The Goose Got Fat, Eaten

I don't think either Michael nor I feels especially bad about not posting for a long time since the wedding. We have some explanations, none of which is an "excuse" because we are not particularly sorry for the past seven weeks of silence, except in one important dimension:

We owe our amazing network of fellow wedding bloggers a serious apology. In the weeks before our wedding, you were here for us, being sweet, making our wedding seem like the most important day in the whole world. We should have been celebrating with you virtually, as you celebrated with us, and tossing good vibes and pithy advice your way.

Instead, we spent the first few weeks of our married life detoxing from stress, the spending, the narcissism of what we did. We spent a lot of time with local friends and with our parents. There were turkeys. We bought and wrapped and exchanged Christmas gifts. Very importantly, we got all our thank-you notes written and in the mail before Christmas vacation. We were reading your blogs (seriously!) but not commenting. We never once navigated to this page.

I think both of us were a bit shocked by the life that this blog took on.

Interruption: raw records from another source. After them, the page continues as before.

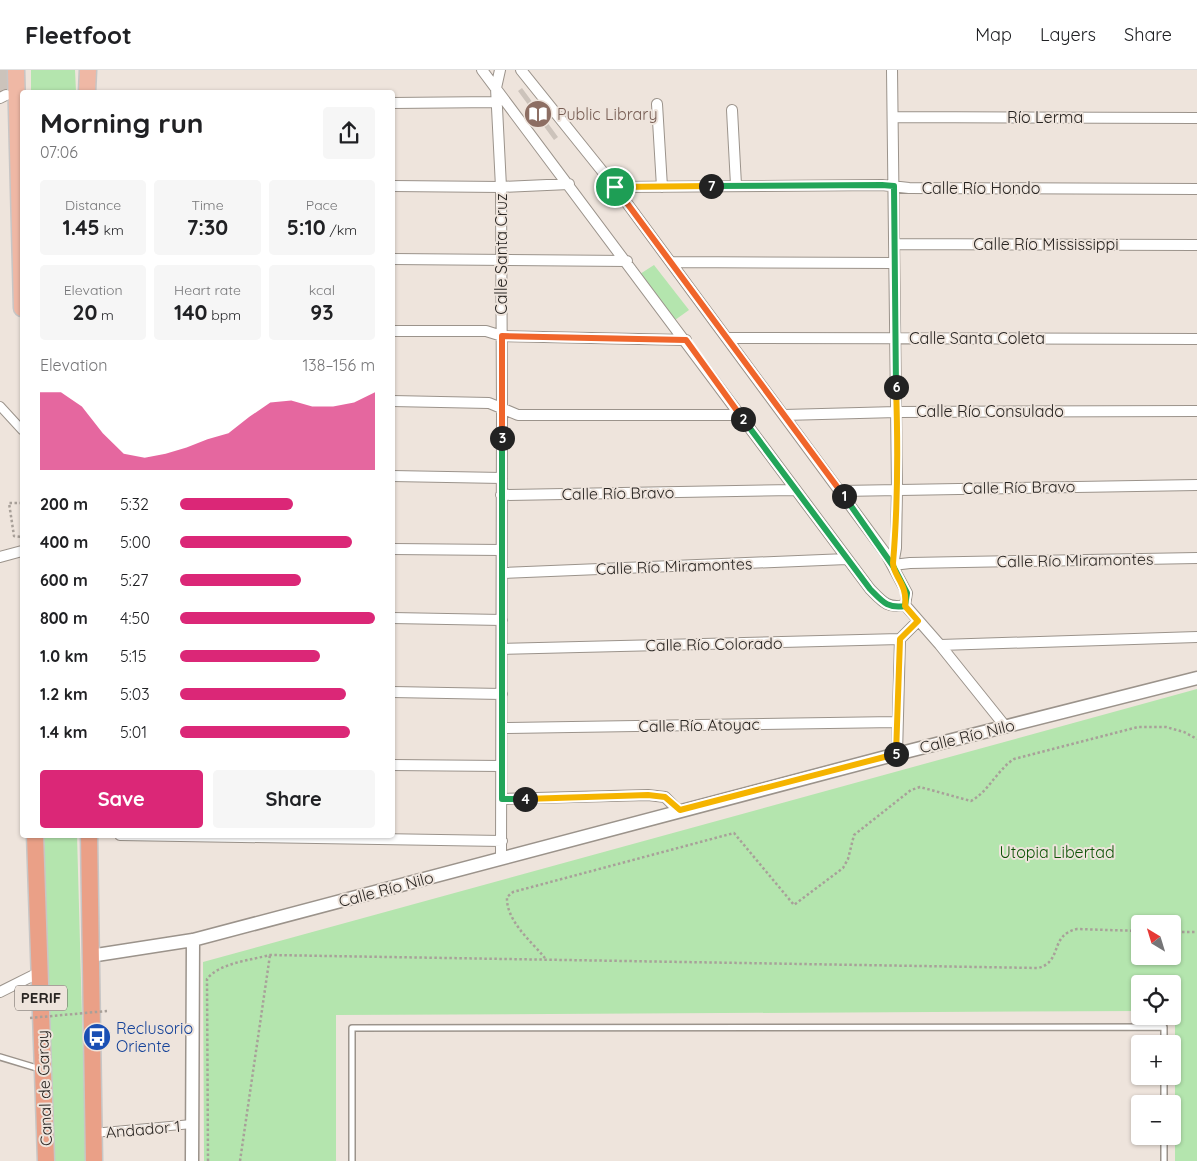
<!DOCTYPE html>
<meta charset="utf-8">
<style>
body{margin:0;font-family:Quicksand,sans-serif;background:#f6f6f6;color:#202124;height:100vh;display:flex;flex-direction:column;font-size:19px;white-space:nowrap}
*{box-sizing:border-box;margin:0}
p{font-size:16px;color:#757577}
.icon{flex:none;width:28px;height:28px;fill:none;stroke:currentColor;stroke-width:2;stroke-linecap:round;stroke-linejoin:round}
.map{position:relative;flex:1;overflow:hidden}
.sheet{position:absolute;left:20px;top:20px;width:375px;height:748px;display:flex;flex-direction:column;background:#fff;border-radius:5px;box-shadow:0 1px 4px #0004}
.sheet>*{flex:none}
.needle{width:32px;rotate:322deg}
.controls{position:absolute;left:1131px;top:845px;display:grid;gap:10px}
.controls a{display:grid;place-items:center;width:50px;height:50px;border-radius:5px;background:#fff;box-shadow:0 1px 4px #0004;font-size:25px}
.pin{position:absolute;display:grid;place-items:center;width:42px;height:42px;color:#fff;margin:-21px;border:2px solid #fff;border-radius:50%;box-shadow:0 1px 5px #0007}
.km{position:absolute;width:25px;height:25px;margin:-12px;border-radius:50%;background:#222;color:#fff;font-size:14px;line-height:25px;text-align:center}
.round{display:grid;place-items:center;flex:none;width:52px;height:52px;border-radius:5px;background:#f6f6f6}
.summary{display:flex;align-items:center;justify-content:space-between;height:85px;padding:0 20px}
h1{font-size:28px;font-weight:700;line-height:38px}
.stats{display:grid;grid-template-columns:repeat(3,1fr);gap:8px;height:85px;padding:5px 20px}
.stats div{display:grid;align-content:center;border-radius:5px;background:#f6f6f6;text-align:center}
.stats b{font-size:21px;font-weight:700}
.stats small{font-size:14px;font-weight:400}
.stats p{font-size:14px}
.chart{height:140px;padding:10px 20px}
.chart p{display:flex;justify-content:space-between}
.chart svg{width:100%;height:90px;margin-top:5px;fill:#db2777;opacity:.7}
.action{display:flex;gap:10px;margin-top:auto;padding:10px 20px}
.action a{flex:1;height:58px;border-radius:5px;background:#db2777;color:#fff;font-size:20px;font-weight:700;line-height:58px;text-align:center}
.action a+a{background:#f6f6f6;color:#202124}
ul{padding:0 20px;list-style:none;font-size:16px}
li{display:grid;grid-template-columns:80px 60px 1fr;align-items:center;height:38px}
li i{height:12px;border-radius:6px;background:#db2777}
header{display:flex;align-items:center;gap:30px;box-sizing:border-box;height:70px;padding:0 25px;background:#fff;border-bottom:1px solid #e0e0e0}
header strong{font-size:24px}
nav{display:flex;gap:28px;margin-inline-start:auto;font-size:18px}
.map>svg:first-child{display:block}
.green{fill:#b4e5ae;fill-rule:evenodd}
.building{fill:#ccc3bb}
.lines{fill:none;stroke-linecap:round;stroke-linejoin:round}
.service-casing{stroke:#9b938b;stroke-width:8}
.pedestrian-casing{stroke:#9b938b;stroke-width:10}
.minor-casing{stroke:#9b938b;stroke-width:12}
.tertiary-casing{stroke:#9b938b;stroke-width:15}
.primary-casing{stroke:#c7c6c6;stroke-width:19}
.trunk-casing{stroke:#c7c6c6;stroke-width:19}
.path{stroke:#a8a099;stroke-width:2.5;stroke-dasharray:2.5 2.5;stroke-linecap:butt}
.service{stroke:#fff;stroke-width:5}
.pedestrian{stroke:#fff;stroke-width:8}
.minor{stroke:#fff;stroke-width:10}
.tertiary{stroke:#fff;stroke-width:12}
.primary{stroke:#efb8a5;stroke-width:16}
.trunk{stroke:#eaa087;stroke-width:16}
.path-bridge{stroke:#a8a099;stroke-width:2.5;stroke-dasharray:2.5 2.5;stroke-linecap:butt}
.split-1-casing{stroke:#fff;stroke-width:10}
.split-2-casing{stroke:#fff;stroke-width:10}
.split-3-casing{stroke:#fff;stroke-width:10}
.split-4-casing{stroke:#fff;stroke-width:10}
.split-5-casing{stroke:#fff;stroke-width:10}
.split-6-casing{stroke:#fff;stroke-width:10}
.split-7-casing{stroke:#fff;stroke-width:10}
.split-8-casing{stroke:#fff;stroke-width:10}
.split-1{stroke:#f0652b;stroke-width:6}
.split-2{stroke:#22a559;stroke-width:6}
.split-3{stroke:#f0652b;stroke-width:6}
.split-4{stroke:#22a559;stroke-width:6}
.split-5{stroke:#f5b400;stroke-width:6}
.split-6{stroke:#f5b400;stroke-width:6}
.split-7{stroke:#22a559;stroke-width:6}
.split-8{stroke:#f5b400;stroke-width:6}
.labels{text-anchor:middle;stroke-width:4;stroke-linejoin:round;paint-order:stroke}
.shield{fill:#eee4dc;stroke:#645e5a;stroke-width:1}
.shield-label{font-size:15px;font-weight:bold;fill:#292522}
.education-label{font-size:16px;fill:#785e54;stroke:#eee4dc;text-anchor:start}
.street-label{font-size:16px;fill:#292522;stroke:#eee4dc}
.park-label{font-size:16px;fill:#0f5307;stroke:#eee4dc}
.transit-label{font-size:16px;fill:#164399;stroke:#eee4dc;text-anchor:start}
</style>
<header>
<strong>Fleetfoot</strong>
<nav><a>Map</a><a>Layers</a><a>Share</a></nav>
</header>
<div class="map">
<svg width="1197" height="1091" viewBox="0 0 1197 1091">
<rect width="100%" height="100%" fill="#eee4dc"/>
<!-- green -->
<path class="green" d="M 31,0 L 75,0 L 76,22 L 31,22 Z
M 654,195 L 689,240 L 675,250 L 640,204 Z
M 1197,619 L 1197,1091 L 1175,1091 L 1175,941 L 1173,941 L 1172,914 L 1140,914 L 1140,941 L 336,945 L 336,1091 L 204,1091 L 203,892 ZM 1140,854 L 1172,854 L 1172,886 L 1140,886 Z
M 44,765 L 77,765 L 86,1091 L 53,1091 Z"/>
<!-- building -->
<path class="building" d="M 0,0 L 7,0 L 7,19 L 0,23 Z
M 522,18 L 558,67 L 554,70 L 518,21 Z"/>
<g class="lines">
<defs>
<path id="service" d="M 0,987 L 40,999
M 1164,1006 L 1164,1034
M 1164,1066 L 1164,1091
M 352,1091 L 352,958 L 1164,957 L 1164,974"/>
<path id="pedestrian" d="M 0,336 L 22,360
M 93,1063 L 192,1054"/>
<path id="minor" d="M 482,0 L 870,519 C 882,531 887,539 905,535
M 500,0 L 496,18 L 501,117 L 502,340 L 501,789
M 521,0 L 615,117 L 886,484 L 907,523 L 905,535
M 892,0 L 897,419 L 896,478 L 893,495
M 0,28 L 6,25
M 392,33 L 498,32
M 657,34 L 662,117
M 732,40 L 736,115
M 893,47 L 1197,48
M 392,116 L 501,117 L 569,114
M 615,117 L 882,115 L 909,118 L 1197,119
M 894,174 L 1197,175
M 392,189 L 627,191
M 672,192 L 894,193
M 392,261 L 486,261 L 502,266 L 686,270
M 727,268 L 1197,269
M 392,331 L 489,333 L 518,345 L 740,345
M 784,345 L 897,342 L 1197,341
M 392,406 L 502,408
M 840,421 L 1197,415
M 501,425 L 795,420
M 392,479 L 501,480
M 0,487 L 22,481
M 893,495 L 910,493 L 1197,488
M 502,503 L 847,489
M 905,535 L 940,575 L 1005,656
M 392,548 L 502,550
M 940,575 L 1197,567
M 502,579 L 900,569 L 918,551
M 392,622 L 502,624
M 502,658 L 896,652
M 897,684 L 900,569
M 392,695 L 501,696
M 502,729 L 648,725 L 665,727 L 679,741
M 120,765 L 502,771
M 0,922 L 40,902"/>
<path id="tertiary" d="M 90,886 L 193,870 L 897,684 L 1197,608
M 192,1091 L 193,870"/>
<path id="primary" d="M 16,0 L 22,238
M 87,22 L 88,0"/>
<path id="trunk" d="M 35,765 L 46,1091
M 89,765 L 94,1091"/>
</defs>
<!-- service casing -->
<use href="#service" class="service-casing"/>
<!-- pedestrian casing -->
<use href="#pedestrian" class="pedestrian-casing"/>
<!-- minor casing -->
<use href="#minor" class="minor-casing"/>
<!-- tertiary casing -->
<use href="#tertiary" class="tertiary-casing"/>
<!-- primary casing -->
<use href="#primary" class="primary-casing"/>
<!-- trunk casing -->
<use href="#trunk" class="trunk-casing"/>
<!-- path -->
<path class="path" d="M 22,433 L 9,433 L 14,466 L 22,467
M 1172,862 L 1197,862
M 545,888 C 531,871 506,851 507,827 L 513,822 L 734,763 L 794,835 L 843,798 L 848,789 L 854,765 L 911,720 L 920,717 L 971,731 C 989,721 997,700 1014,689 L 1138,657 L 1166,657 L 1184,662 L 1197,669
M 208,1091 L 207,909 C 219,893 251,890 270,885 L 1038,898 C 1063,892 1049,865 1077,859 L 1140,861
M 240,1091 L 270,885"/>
<!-- service -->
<use href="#service" class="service"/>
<!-- pedestrian -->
<use href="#pedestrian" class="pedestrian"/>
<!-- minor -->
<use href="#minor" class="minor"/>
<!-- tertiary -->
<use href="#tertiary" class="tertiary"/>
<!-- primary -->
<use href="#primary" class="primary"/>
<!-- trunk -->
<use href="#trunk" class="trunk"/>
<!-- path-bridge -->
<path class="path-bridge" d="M 30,948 L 107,941"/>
</g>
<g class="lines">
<defs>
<path id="split-1" d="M 615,117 L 844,426"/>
<path id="split-2" d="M 743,349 L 870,519 C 882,531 887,539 905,536 L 907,523 L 893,496 L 844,426"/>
<path id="split-3" d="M 502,368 L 502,266 L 686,270 L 743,349"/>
<path id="split-4" d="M 502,368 L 502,729 L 525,729"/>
<path id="split-5" d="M 525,729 L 648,725 L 665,727 L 680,740 L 896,684"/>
<path id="split-6" d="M 896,684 L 900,569 L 918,551 L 905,536 C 908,514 893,506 893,493 C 898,435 898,376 896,317"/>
<path id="split-7" d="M 711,116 L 882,115 L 894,116 L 896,317"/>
<path id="split-8" d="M 615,117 L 711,116"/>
</defs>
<!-- split-1 casing -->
<use href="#split-1" class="split-1-casing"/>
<!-- split-2 casing -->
<use href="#split-2" class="split-2-casing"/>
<!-- split-3 casing -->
<use href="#split-3" class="split-3-casing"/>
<!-- split-4 casing -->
<use href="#split-4" class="split-4-casing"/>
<!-- split-5 casing -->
<use href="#split-5" class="split-5-casing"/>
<!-- split-6 casing -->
<use href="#split-6" class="split-6-casing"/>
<!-- split-7 casing -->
<use href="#split-7" class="split-7-casing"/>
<!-- split-8 casing -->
<use href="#split-8" class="split-8-casing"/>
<!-- split-1 -->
<use href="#split-1" class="split-1"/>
<!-- split-2 -->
<use href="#split-2" class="split-2"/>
<!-- split-3 -->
<use href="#split-3" class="split-3"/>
<!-- split-4 -->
<use href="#split-4" class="split-4"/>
<!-- split-5 -->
<use href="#split-5" class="split-5"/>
<!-- split-6 -->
<use href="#split-6" class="split-6"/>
<!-- split-7 -->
<use href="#split-7" class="split-7"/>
<!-- split-8 -->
<use href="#split-8" class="split-8"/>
</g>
<!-- icons -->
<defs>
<symbol id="library-disc" viewBox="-11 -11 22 22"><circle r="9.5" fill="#8d6e63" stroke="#eee4dc"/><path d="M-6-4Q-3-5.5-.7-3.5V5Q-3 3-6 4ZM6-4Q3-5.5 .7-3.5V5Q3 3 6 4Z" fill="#fff"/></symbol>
<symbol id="bus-disc" viewBox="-11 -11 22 22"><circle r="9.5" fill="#1a4fb4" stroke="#eee4dc"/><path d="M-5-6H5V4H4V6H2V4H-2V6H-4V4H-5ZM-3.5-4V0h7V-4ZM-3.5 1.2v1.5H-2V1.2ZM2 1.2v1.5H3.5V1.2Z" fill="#fff"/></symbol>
</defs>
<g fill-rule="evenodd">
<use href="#library-disc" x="522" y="28" width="32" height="32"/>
<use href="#bus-disc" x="81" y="951" width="32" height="32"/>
</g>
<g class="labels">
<!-- shield labels -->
<rect class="shield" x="15" y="915.5" width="52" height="25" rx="4"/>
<g class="shield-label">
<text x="41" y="933">PERIF</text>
</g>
<!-- education labels -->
<g class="education-label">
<text x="557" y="50">Public Library</text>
</g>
<!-- street labels -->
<g class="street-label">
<text x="1045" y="53">Río Lerma</text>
<text x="981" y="124">Calle Río Hondo</text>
<text x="1046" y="180">Calle Río Mississippi</text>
<text transform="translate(501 184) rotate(-90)" y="6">Calle Santa Cruz</text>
<text x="977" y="274">Calle Santa Coleta</text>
<text x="990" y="347">Calle Río Consulado</text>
<text transform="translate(1019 417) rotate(-1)" y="6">Calle Río Bravo</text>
<text transform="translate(618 423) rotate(-1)" y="6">Calle Río Bravo</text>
<text transform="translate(1075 490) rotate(-1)" y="6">Calle Río Miramontes</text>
<text transform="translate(674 496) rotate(-2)" y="6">Calle Río Miramontes</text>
<text transform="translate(714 574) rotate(-1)" y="6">Calle Río Colorado</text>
<text transform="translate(699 655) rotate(-1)" y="6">Calle Río Atoyac</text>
<text transform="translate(967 666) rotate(-14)" y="6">Calle Río Nilo</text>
<text transform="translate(386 819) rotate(-15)" y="6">Calle Río Nilo</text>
<text transform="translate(44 1018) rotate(-92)" y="6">Canal de Garay</text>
<text transform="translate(143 1059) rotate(-5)" y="6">Andador 1</text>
</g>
<!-- park labels -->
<g class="park-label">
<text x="1057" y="788">Utopia Libertad</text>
</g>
<!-- transit labels -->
<g class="transit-label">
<text x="116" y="964">Reclusorio<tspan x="116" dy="18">Oriente</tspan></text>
</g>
</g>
</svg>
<div class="controls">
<a><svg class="needle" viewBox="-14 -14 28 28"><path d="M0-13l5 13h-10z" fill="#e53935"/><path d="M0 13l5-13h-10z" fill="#757577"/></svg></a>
<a><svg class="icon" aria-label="locate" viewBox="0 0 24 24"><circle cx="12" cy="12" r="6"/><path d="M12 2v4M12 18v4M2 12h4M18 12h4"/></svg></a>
<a>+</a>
<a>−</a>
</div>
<div class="pin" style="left:615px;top:117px;background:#1e9e55"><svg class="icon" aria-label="arrive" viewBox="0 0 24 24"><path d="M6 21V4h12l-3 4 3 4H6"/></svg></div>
<b class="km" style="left:844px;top:426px">1</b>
<b class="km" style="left:743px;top:349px">2</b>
<b class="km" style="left:502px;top:368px">3</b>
<b class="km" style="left:525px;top:729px">4</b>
<b class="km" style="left:896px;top:684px">5</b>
<b class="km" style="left:896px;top:317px">6</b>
<b class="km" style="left:711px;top:116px">7</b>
<section class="sheet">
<div class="summary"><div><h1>Morning run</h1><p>07:06</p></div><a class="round"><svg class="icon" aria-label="share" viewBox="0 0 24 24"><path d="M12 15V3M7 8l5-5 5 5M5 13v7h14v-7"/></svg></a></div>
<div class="stats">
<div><p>Distance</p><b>1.45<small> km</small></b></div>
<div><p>Time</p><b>7:30</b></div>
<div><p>Pace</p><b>5:10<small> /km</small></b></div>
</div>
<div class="stats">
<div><p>Elevation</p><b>20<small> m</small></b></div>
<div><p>Heart rate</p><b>140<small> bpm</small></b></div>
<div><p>kcal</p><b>93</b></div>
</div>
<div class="chart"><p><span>Elevation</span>138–156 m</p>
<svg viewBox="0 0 160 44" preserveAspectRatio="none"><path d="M0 44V6L10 6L20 13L30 26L40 36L50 38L60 36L70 33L80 29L90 26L100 18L110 11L120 10L130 13L140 13L150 11L160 6V44z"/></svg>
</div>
<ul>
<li><b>200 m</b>5:32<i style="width:58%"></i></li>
<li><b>400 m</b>5:00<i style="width:88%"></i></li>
<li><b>600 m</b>5:27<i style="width:62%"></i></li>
<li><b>800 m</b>4:50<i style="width:100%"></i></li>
<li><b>1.0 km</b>5:15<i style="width:72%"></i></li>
<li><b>1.2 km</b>5:03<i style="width:85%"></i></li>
<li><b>1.4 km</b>5:01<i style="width:87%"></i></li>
</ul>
<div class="action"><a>Save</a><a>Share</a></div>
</section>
</div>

Literally dozens of regular readers supporting us and learning about us, visiting the site hundreds of times each week. It fed our egos, and it stoked the smoldering embers of guilt. Who were we to merit this attention? And who on earth were all of you to give it to us?

We never meant to be gay-wedding journalists or memoirists. We started this blog to make sure that our guests knew where to stay and eat, and buy us silverware. Obviously we had more to share, and I'm glad we have had the platform.

As we opened our lives up more and more, things got more rewarding as well as more scary. We knew we wanted to draw a line at some point. As much as we hoped for our wedding to be a very public celebration and to set an example for others, we didn't want same-sex marriage to become the defining issue of our lives. I'm not sure that's avoidable, but that is still our hope. Michael is a scientist and I am a professional fundraiser - we are not full-time grooms.

The weeks after our wedding were an emotional roller-coaster in other ways, especially with the passage of Proposition 8 and similar state initiatives across the country. Not only was that personally painful, but I think both of us felt shouted-down by our friends who thought that we were making too much of the issue, and should just be quietly grateful that we got the wedding of our dreams (and the end of the Bush morass).

So, part of our silence was fostering some bitterness about that. We are certainly recovering, trying to think optimistically about things we can do politically to help secure marriage equality, things that go beyond complaining. And, we both led anti-hunger fundraising and advocacy drives at our respective offices; it has been tremendously rewarding to do something purely for others, immediate and tangible, that doesn't benefit one's self at all.

In any case, even though our wedding has come and gone (and I do see the thank-you notes as being the Finish Line), we have more to say and more to share, and we appreciate the attention, and we do think of you - incredibly - as friends.

I am developing a new blog that I will announce and launch once I figure out what it ought to be and have enough material on there that you should want to visit it. I'm not sure if Michael will continue to write, and if he does, what it will consist of (he's been an intermittent blogger over the years).